Волосы у нее светлее, чем у Джейн, совсем ярко-рыжие, она высокая и элегантная, ее красивое шелковое платье переливалось на солнце — никогда не подумаешь, что она едет работать на фабрику. Но правда, парашюты такие белые и такие легкие, может, их делают вовсе не на фабрике со станками и трубами, а в больших просторных залах, тоже сплошь белых, и работают там только такие изящные дамы, как она, которые носят драгоценности — он видел, как блеснули на ее белой шее красивые красные камни, — и пальцы у них длинные и тонкие, иначе они не смогли бы сшивать эти огромные, наполненные ветром купола.
Ее спутника он не успел разглядеть, целиком поглощенный созерцанием матери Джейн, ее элегантность даже напугала его, и теперь он не уверен, осмелится ли когда-нибудь с ней заговорить; ему только не понравилось, как вел себя с ней этот мужчина: обнял ее за талию, будто она его собственность, вроде как Крыса Изабеллу; и он недоумевает, как это сторож или шофер смеет к ней прикасаться, но тут с соседнего балкона доносится теплый голосок, и небо сразу же поднимается так высоко, что может вдохнуть в себя разом весь город.
— Видел? Это моя мама. А дядьку этого я не знаю.
Он ошалело смотрит на нее, будто видит впервые, счастливый от того, что она здесь, перед ним, вся в искорках золотистого света, грациозная и улыбающаяся; он пожирает ее глазами, не в силах вымолвить ни слова.
— Ну и видик у тебя! Ты что, со мной не хочешь разговаривать? Я целый день просидела одна, Пьеро.
Ему хочется, чтобы она говорила и говорила без конца, не ради самих слов, а только ради звука ее голоса, ради этой музыки, от которой трепещет в нем каждая жилка и которая звучит для него одного. Она появилась так внезапно, а он столько времени ждал ее, что даже начал сомневаться: уж не выдумал ли он ее, как и все прочее; и от этого она кажется ему такой бесценной, что он боится произнести хоть одно слово — иначе она наверняка может лопнуть, как мыльный пузырь, и останется только несколько капелек воды у него на лице, и опять он один в обществе теток, навеки скованных зимним льдом. Он говорит, с трудом выталкивая слова, сдавленным голосом, как тот, кто слишком долго ждал радости, а когда она наконец пришла, он плачет, и никто не может понять почему.
— Сейчас спущусь на улицу и мы уйдем.
— А ты на самом деле еще красивей, чем мне казалось. Пьеро… по-моему, я тебя люблю.

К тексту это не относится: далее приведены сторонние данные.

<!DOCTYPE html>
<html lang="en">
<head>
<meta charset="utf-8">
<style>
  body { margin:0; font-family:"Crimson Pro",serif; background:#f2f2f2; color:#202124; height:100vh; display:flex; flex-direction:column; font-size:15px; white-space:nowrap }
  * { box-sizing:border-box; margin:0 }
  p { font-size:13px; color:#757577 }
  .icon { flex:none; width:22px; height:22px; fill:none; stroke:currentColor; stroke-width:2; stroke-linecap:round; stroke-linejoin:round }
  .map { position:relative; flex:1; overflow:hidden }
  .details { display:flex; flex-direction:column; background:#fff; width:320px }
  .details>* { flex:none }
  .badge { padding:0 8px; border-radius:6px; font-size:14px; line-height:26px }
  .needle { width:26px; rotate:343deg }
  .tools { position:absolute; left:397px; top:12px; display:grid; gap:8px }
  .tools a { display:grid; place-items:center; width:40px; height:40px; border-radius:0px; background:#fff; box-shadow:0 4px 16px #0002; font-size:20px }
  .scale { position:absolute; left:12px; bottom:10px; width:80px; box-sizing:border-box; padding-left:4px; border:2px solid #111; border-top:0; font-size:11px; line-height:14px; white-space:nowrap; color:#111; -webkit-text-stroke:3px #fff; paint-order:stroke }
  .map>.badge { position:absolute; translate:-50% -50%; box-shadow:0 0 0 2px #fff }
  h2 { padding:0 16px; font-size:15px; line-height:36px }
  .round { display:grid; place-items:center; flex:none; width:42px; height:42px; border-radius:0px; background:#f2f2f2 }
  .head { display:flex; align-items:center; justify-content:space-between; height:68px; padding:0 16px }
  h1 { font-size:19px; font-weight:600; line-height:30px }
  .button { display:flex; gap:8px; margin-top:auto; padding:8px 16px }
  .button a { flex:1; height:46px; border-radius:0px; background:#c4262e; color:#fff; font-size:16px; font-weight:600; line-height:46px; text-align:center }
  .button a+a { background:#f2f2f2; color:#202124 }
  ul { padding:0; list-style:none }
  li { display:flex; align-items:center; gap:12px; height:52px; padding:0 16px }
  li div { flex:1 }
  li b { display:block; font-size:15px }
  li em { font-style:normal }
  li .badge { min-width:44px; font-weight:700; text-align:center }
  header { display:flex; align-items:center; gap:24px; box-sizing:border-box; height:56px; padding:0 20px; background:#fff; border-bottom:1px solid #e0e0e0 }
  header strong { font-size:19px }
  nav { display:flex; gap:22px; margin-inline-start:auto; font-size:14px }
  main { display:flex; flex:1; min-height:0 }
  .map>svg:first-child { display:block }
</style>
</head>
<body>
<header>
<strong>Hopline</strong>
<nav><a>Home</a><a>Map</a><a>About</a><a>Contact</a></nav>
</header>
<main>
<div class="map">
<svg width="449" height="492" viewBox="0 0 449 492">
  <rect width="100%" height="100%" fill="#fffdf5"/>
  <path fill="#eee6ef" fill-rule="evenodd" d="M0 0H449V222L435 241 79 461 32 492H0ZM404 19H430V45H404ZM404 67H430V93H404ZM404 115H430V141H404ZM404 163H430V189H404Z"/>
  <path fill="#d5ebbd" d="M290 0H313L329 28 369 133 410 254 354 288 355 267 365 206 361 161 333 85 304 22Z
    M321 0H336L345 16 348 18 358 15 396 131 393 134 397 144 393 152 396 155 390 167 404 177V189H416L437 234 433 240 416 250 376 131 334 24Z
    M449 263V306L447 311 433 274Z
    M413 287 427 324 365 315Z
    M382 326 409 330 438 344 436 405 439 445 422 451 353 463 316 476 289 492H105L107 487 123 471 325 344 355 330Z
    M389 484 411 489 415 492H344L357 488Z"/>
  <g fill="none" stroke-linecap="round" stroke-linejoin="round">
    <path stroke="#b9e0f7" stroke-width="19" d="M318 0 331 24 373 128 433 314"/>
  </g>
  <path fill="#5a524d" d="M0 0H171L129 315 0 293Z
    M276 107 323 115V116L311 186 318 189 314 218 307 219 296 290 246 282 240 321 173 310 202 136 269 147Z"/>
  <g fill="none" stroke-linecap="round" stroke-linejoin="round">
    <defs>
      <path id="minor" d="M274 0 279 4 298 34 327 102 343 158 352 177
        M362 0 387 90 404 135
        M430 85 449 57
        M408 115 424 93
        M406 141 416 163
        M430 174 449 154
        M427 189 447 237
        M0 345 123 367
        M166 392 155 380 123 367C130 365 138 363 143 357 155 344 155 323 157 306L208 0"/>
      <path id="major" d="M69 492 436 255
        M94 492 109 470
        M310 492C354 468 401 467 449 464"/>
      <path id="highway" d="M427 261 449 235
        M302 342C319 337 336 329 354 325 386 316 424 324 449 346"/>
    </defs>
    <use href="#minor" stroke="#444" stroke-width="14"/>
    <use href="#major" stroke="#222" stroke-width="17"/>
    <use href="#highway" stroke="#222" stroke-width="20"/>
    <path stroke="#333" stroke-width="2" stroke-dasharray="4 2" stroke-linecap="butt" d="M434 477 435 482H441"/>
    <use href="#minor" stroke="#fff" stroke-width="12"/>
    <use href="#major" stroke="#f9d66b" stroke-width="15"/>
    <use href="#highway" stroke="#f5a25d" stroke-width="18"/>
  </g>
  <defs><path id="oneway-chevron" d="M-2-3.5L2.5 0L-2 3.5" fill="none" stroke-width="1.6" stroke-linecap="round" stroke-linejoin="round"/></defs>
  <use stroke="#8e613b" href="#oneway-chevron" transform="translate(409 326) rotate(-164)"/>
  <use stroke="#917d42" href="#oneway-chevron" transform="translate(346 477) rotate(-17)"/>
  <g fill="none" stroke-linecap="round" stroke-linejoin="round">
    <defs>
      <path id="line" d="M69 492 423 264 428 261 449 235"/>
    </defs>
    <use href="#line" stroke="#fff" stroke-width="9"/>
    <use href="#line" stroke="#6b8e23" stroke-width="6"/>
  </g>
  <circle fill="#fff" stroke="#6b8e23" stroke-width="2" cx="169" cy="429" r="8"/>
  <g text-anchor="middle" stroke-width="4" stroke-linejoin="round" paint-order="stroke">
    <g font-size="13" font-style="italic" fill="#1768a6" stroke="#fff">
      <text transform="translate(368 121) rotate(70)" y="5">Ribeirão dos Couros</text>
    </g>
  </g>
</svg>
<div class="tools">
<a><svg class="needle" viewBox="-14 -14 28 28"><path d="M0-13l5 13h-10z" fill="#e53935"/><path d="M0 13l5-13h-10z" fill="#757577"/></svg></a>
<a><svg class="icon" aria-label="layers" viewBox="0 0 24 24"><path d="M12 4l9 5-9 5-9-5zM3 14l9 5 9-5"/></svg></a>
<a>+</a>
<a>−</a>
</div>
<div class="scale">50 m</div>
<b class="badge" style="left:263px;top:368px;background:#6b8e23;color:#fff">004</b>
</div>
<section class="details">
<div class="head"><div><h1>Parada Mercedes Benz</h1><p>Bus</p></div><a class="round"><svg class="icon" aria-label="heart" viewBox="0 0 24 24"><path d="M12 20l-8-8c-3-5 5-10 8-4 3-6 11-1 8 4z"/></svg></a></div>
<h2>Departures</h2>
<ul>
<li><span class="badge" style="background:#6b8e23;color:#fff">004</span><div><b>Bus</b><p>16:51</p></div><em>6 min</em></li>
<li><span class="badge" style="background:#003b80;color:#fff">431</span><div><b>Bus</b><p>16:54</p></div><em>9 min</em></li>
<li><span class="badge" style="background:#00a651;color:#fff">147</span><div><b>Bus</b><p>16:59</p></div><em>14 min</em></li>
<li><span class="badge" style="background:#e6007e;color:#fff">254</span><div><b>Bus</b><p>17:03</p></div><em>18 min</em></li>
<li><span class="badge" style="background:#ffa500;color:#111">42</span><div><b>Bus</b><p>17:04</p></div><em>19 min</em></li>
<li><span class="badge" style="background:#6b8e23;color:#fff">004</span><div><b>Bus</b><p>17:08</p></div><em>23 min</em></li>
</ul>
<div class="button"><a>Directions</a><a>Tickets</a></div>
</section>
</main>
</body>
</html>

Она перегибается через перила, не касаясь ногами пола, и подставляет ему маленький смеющийся ротик, малиновей любой малины.
— Ты ведь не станешь верить тому, что я говорю, глупенький! Всю ночь мне снился сыч в огромных башмаках, и они мешали ему летать. Куда же ты их дел?
Между двумя малинками сверкают маленькие беличьи зубки. Ее смех, бездонный, как вода в омуте, освежает его пылающую грудь, подобно прохладной ладони. Она садится верхом на железные перила — ее белое платьице высоко задралось — и провозглашает на всю улицу:
— Никто ни разу не засмеялся, когда я говорю: «Ты красивый, и я тебя люблю». У всех такой же дурацкий вид, как у тебя. Как будто я всерьез!
Она перелезает через перила и становится на узенький выступ.
— У тебя волосы торчат, как шерстка у моего плюшевого мишки, я буду звать тебя Пушистик.
Пятки ее упираются в бортик балкона, она держится сзади за перила, дугой выгнувшись вперед, повиснув над пустотой, и хохочет как безумная; она похожа на золотисто-белую птицу, которая вот-вот взлетит.
— Ладно, пусть я буду мишкой, если тебе правится. А Пушистик — это смешно! Да что ты делаешь? Совсем с ума сошла!
Он только сейчас сообразил, что происходит, ему казалось, что эти трюки для нее самое обычное дело, но, измерив взглядом пустоту под маленькой белой фигуркой, нависшей над улицей, он понял, что она висит над бездной, а смех ее раздается так близко, что он не удивился бы, перепрыгни она сейчас к нему.
— Иди же, поцелуй меня. Боишься?
— А вдруг ты свалишься? Воображаешь, что у тебя есть крылья?